> **To do**: Scan the material below for every line with the string "street", and copy those lines.

> **The data**:

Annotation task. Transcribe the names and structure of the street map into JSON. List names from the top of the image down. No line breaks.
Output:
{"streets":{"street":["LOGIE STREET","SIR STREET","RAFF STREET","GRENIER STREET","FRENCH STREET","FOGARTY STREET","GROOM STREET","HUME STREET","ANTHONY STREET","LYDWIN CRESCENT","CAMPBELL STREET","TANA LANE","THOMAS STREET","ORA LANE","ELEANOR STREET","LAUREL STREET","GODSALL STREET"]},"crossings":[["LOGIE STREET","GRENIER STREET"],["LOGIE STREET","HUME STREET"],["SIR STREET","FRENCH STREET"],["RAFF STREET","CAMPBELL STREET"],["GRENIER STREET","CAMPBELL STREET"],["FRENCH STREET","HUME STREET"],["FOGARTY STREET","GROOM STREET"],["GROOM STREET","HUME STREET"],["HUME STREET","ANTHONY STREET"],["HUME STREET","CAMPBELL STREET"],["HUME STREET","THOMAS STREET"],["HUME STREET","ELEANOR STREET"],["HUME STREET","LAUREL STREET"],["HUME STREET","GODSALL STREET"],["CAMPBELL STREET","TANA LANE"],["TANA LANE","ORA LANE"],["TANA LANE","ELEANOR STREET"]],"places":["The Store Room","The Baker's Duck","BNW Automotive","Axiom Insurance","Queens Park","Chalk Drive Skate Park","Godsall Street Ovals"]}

> **Answer to the problem**:
Annotation task. Transcribe the names and structure of the street map into JSON. List names from the top of the image down. No line breaks.
{"streets":{"street":["LOGIE STREET","SIR STREET","RAFF STREET","GRENIER STREET","FRENCH STREET","FOGARTY STREET","GROOM STREET","HUME STREET","ANTHONY STREET","LYDWIN CRESCENT","CAMPBELL STREET","TANA LANE","THOMAS STREET","ORA LANE","ELEANOR STREET","LAUREL STREET","GODSALL STREET"]},"crossings":[["LOGIE STREET","GRENIER STREET"],["LOGIE STREET","HUME STREET"],["SIR STREET","FRENCH STREET"],["RAFF STREET","CAMPBELL STREET"],["GRENIER STREET","CAMPBELL STREET"],["FRENCH STREET","HUME STREET"],["FOGARTY STREET","GROOM STREET"],["GROOM STREET","HUME STREET"],["HUME STREET","ANTHONY STREET"],["HUME STREET","CAMPBELL STREET"],["HUME STREET","THOMAS STREET"],["HUME STREET","ELEANOR STREET"],["HUME STREET","LAUREL STREET"],["HUME STREET","GODSALL STREET"],["CAMPBELL STREET","TANA LANE"],["TANA LANE","ORA LANE"],["TANA LANE","ELEANOR STREET"]],"places":["The Store Room","The Baker's Duck","BNW Automotive","Axiom Insurance","Queens Park","Chalk Drive Skate Park","Godsall Street Ovals"]}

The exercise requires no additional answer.